The FDA said the new data shows that 573 cases worldwide have linked the rare cancer to the implants since the agency began tracking the issue in 2011. The vast majority of those cases involve Allergan products. Thirty-three women have died of what’s known as breast implant-associated anaplastic large cell lymphoma, a cancer of the immune system. Of those fatalities, authorities identified the implant manufacturer in 13 cases — and it was Allergan in all but one.
In February, the last time the FDA had updated its numbers on implant-associated illness, it reported 457 cases and nine deaths worldwide.
The agency said Wednesday that the latest data indicates the risk of such disease is six times greater with Allergan Biocell textured implants than with other types of textured implants sold in the United States.
The FDA’s new stance against the Biocell product is a reversal of its posture a few months ago, when it said there was insufficient evidence to try to remove the devices from the market.
Jeffrey Shuren, director of the FDA’s Center for Devices and Radiological Health, said on a news call the agency changed its position partly after seeing the sharp increase in reported deaths.
Allergan pulled the products off the European market last year. Canada banned them in May after finding an increased risk of cancer.
The vast majority of implants used in the United States have a smooth surface. Textured devices make up only about 10 percent of the U.S. market, with the Allergan products accounting for less than 5 percent, agency officials said. The shell of textured devices has a slightly roughened surface designed to keep them in place.
Shuren said the agency is not able to say that smooth implants pose no risk; illnesses linked to those devices also have been reported. But he said the risk is higher with textured implants and even higher with the Allergan Biocell model.
Amy Abernethy, the FDA’s principal deputy commissioner, said that although the overall incidence of implant-linked disease appears to be relatively low, “once the evidence indicated that a specific manufacturer’s product appeared to be directly linked to significant patient harm, including death, the FDA took action to alert the firm to new evidence indicating a recall is warranted to protect women’s health.”
The officials said they do not recommend that women who do not have symptoms — such as pain and fluid around the implant site — have their implants removed.
Diana Zuckerman, president of the National Center for Health Research, a nonprofit organization, welcomed the FDA’s decision to press Allergan to recall the implants. “We are very glad they have done it,” she said. “I think they could have done it months ago and I hope a lot of women have not been getting these implants in the meantime.”

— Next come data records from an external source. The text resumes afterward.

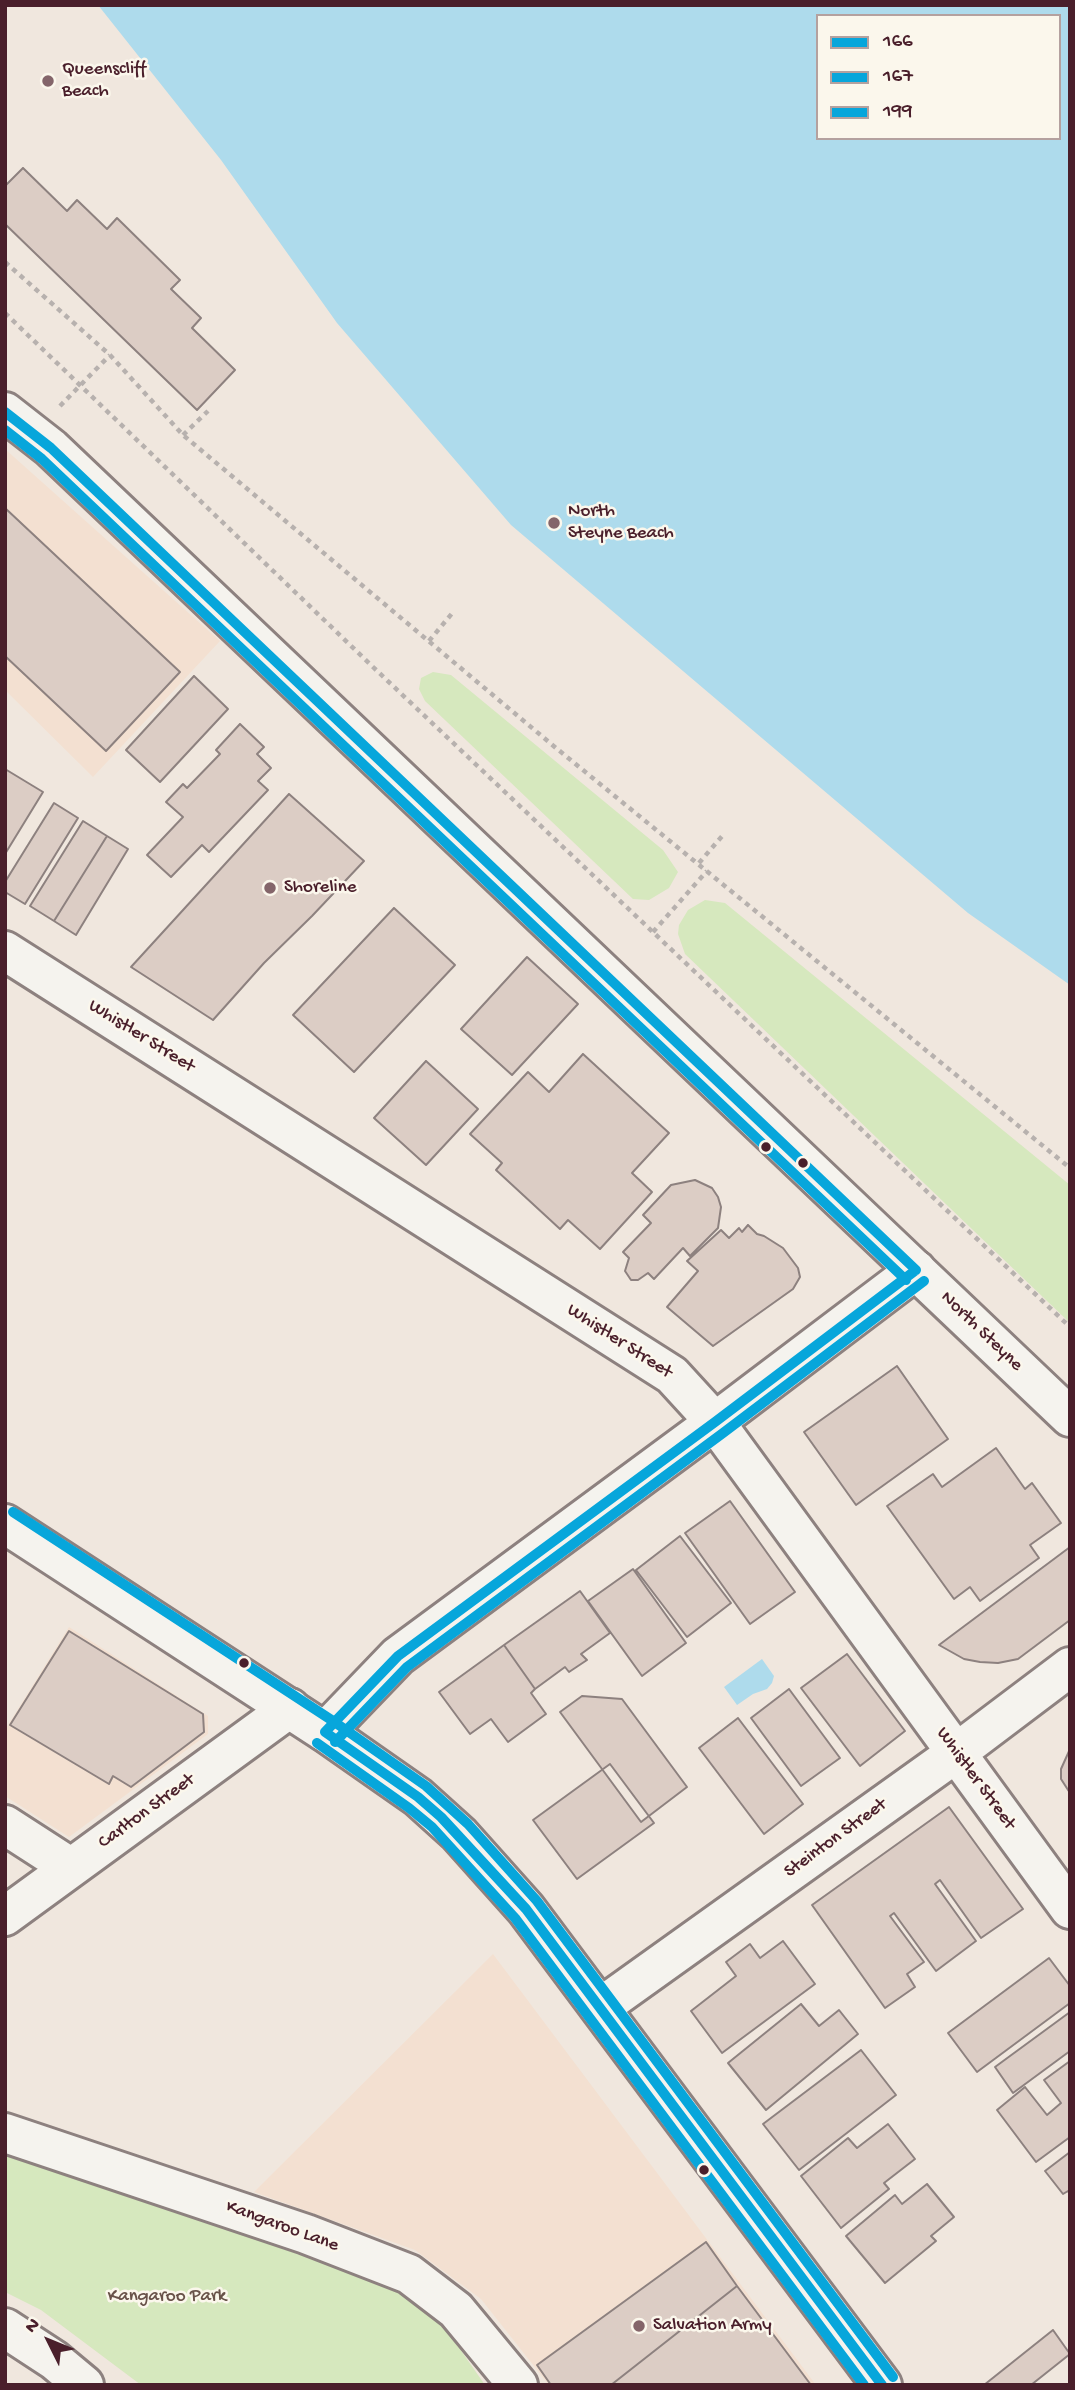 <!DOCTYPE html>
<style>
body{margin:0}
#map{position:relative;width:1075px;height:2390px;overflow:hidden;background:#f0e7de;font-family:"Gochi Hand",sans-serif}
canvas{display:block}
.frame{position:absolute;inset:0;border:7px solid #4a1f2b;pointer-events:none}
.legend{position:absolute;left:816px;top:14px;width:245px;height:126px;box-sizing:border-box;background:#fbf7ec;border:2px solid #b4a19f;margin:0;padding:9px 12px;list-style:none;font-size:21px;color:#4a1f2b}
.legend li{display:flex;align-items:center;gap:14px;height:35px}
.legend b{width:35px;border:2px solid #b4a19f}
.north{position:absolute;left:14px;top:2306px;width:70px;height:70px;-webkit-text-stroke:5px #fbf7ec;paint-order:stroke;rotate:313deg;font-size:19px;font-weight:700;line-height:28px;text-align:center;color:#4a1f2b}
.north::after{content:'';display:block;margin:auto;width:24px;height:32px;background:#4a1f2b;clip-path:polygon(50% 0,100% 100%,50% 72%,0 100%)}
</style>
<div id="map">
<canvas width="1075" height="2390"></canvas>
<div class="frame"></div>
<ul class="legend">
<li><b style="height:9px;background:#07a6db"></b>166</li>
<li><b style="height:9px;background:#07a6db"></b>167</li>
<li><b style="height:9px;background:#07a6db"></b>199</li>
</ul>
<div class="north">N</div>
</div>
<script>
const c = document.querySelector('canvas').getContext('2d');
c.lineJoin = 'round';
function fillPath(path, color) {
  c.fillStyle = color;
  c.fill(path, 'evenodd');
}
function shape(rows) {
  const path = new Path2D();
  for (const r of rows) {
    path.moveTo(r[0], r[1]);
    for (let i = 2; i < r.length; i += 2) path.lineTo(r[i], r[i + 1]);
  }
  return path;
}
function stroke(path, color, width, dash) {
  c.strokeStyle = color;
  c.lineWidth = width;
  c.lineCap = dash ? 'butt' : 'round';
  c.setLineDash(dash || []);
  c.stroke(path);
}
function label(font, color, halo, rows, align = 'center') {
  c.font = font + ' "Gochi Hand",sans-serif';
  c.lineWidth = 5;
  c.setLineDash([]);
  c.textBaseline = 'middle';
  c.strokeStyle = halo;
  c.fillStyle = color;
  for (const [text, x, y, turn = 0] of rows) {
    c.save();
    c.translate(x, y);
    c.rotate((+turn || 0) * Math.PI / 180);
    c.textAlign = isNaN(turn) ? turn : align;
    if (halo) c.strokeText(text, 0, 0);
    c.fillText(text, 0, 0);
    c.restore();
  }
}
fillPath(shape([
 [5,449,220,641,93,777,5,690],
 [69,1627,208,1716,208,1734,69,1837,5,1796,5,1730],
 [493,1954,816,2385,549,2385,481,2299,415,2250,254,2192]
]), '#f3e0d1');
fillPath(shape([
 [433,672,451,675,663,850,678,872,669,888,649,900,633,899,425,701,419,689,421,678],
 [705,900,725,903,1070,1185,1070,1323,685,954,678,934,679,925,688,910],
 [5,2143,399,2291,446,2329,485,2385,141,2385,41,2310,5,2292]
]), '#d6e8be');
fillPath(shape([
 [98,5,1070,5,1070,985,968,913,511,525,337,323,221,160],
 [818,16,1059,16,1059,138,818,138],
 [762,1659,774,1676,772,1683,767,1689,753,1694,737,1705,724,1687]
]), '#aedbec');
const building = shape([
 [23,168,67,211,77,200,107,229,117,218,180,280,171,289,201,318,192,328,235,370,197,410,5,224,5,186,23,168],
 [5,508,180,672,106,751,5,656,5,508],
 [194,676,228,709,160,782,126,750,194,676],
 [240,724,264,747,257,754,271,768,258,781,268,790,209,852,202,845,171,877,147,855,183,817,166,802,183,784,187,788,220,754,216,750,240,724],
 [5,769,43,792,5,854,5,769],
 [289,794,364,861,312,916,264,963,213,1020,131,967,289,794],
 [54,803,78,818,25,904,5,892,5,882,54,803],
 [83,821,107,836,54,921,30,906,83,821],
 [107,836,128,849,76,935,54,921,107,836],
 [394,908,455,965,354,1072,293,1015,394,908],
 [527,957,578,1004,512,1075,461,1029,527,957],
 [583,1054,669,1133,632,1173,652,1192,600,1249,568,1220,560,1229,496,1170,502,1163,470,1134,528,1072,549,1092,583,1054],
 [426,1061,478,1109,426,1165,374,1118,426,1061],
 [695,1180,712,1188,718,1197,721,1207,718,1228,690,1256,683,1248,654,1279,648,1273,638,1280,631,1280,625,1271,629,1258,623,1252,651,1223,643,1215,671,1185,695,1180],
 [748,1225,757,1234,764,1236,783,1248,798,1268,800,1277,793,1289,713,1346,667,1307,698,1271,687,1261,721,1230,729,1238,739,1228,742,1232,748,1225],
 [897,1366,948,1439,856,1505,804,1432,897,1366],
 [996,1448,1025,1489,1032,1483,1061,1523,1030,1545,1039,1558,980,1601,970,1587,954,1599,887,1506,933,1474,942,1487,996,1448],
 [730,1501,795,1592,750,1624,685,1533,730,1501],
 [680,1536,731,1603,687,1637,636,1570,680,1536],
 [1070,1547,1070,1620,1018,1659,998,1663,980,1662,964,1659,939,1645,1070,1547],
 [633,1569,686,1643,642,1676,588,1601,633,1569],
 [580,1591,610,1633,581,1654,587,1660,569,1672,565,1667,535,1689,504,1645,580,1591],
 [69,1631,203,1714,204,1732,131,1787,113,1776,109,1784,10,1725,69,1631],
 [504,1645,535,1689,531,1693,546,1714,508,1742,491,1719,470,1734,439,1692,504,1645],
 [847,1654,905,1731,860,1766,801,1688,847,1654],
 [789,1689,840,1758,801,1786,751,1718,789,1689],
 [582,1696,622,1699,687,1787,641,1822,560,1712,582,1696],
 [738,1718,803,1804,764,1834,699,1748,738,1718],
 [1070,1749,1070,1793,1061,1779,1061,1769,1070,1749],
 [610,1764,654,1823,577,1879,533,1820,610,1764],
 [949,1807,1023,1909,981,1938,940,1880,935,1884,976,1941,936,1971,894,1913,890,1916,924,1962,907,1974,915,1987,885,2008,812,1905,949,1807],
 [783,1941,815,1984,722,2053,691,2011,736,1976,726,1962,750,1944,760,1958,783,1941],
 [1049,1958,1070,1986,1070,2003,977,2072,948,2033,1049,1958],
 [801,2004,819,2026,839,2010,858,2034,766,2110,728,2063,801,2004],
 [1070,2012,1070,2051,1013,2093,995,2067,1070,2012],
 [861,2050,896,2095,799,2170,763,2124,861,2050],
 [1070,2061,1070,2137,1036,2162,997,2110,1025,2087,1047,2115,1061,2103,1044,2080,1070,2061],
 [888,2124,915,2159,884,2183,889,2189,841,2228,801,2176,848,2138,857,2148,888,2124],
 [1070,2152,1070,2194,1068,2191,1063,2194,1045,2171,1070,2152],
 [927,2184,954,2217,931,2236,936,2241,885,2283,846,2236,895,2195,902,2204,927,2184],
 [706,2242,737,2286,611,2385,551,2385,537,2365,706,2242],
 [737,2286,811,2385,611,2385,737,2286],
 [1053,2330,1070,2354,1031,2385,984,2385,1053,2330]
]);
fillPath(building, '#dccdc5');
stroke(building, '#8d817f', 2);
const minor = shape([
 [5,951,672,1375,715,1422,1070,1909],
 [325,1732,398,1656,715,1422,916,1270],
 [5,1825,70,1867],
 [5,1916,290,1708],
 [601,2007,956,1753,1070,1667],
 [5,2133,306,2234,409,2274,456,2310,518,2385],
 [5,2328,54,2360,84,2385]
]);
const major = shape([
 [5,412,51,448,1070,1417],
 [5,1524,325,1732,418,1797,459,1834,526,1909,882,2385]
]);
stroke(minor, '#8d817f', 44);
stroke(major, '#8d817f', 44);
stroke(shape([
 [5,262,110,355,183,435,556,748,1070,1168],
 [5,313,373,667,1070,1327],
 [60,406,110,355],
 [183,435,208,411],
 [429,641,454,611],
 [699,863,723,835],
 [653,932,707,871]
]), '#b7b1ae', 4.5, [5, 5]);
stroke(minor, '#f5f3ee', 38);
stroke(major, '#f5f3ee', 38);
stroke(shape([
 [5,412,51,448,916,1270],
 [325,1732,418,1797,441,1817,526,1909,882,2385],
 [325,1732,398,1656,715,1422,916,1270]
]), '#07a6db', 10);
stroke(shape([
 [5,430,42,459,906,1280],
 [335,1742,407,1667,723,1433,924,1281],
 [317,1743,409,1808,432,1827,515,1918,864,2385]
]), '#07a6db', 10);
stroke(shape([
 [13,1512,333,1721,426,1786,468,1824,537,1901,893,2377]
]), '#07a6db', 10);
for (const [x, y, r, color] of [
 [48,81,7,"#84656a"],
 [554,523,7,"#84656a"],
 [270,888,7,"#84656a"],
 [766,1147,6,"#4a1f2b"],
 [803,1163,6,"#4a1f2b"],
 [244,1663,6,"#4a1f2b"],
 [704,2170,6,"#4a1f2b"],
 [639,2326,7,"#84656a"]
]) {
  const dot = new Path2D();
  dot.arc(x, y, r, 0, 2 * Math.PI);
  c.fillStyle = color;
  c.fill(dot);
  stroke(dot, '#fbf7ec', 2.5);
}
label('19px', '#4a1f2b', '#fbf7ec', [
 ["Queenscliff",62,70],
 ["Beach",62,92],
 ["North",568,512],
 ["Steyne Beach",568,534],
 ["Shoreline",284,888],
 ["Salvation Army",653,2326]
], 'left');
label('19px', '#4a1f2b', '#fbf7ec', [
 ["Whistler Street",141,1037,32],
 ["North Steyne",981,1332,44],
 ["Whistler Street",619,1342,33],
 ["Whistler Street",975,1779,54],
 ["Carlton Street",147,1812,-36],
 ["Steinton Street",836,1839,-36],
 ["Kangaroo Lane",282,2227,20]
]);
label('19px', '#685249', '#fbf7ec', [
 ["Kangaroo Park",167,2297]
]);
</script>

The FDA said that in most cases, the rare lymphoma linked to the implants is found in scar tissue and fluid near the devices, but that sometimes it can spread throughout the body. The condition can be life-threatening if it isn’t diagnosed and treated promptly, the agency said. Most patients are treated successfully by surgery to remove the implant and scar tissue but some may require chemotherapy or radiation.
Scientists are not sure why certain textured implants might be linked to the rare cancer. “We don’t know what it is that might increase the risk,” said Binita Ashar, director of the FDA’s office of surgical and infection control devices.
The agency said its data on the rising incidence of illnesses and deaths related to the implants came from medical device reports and searches of medical literature.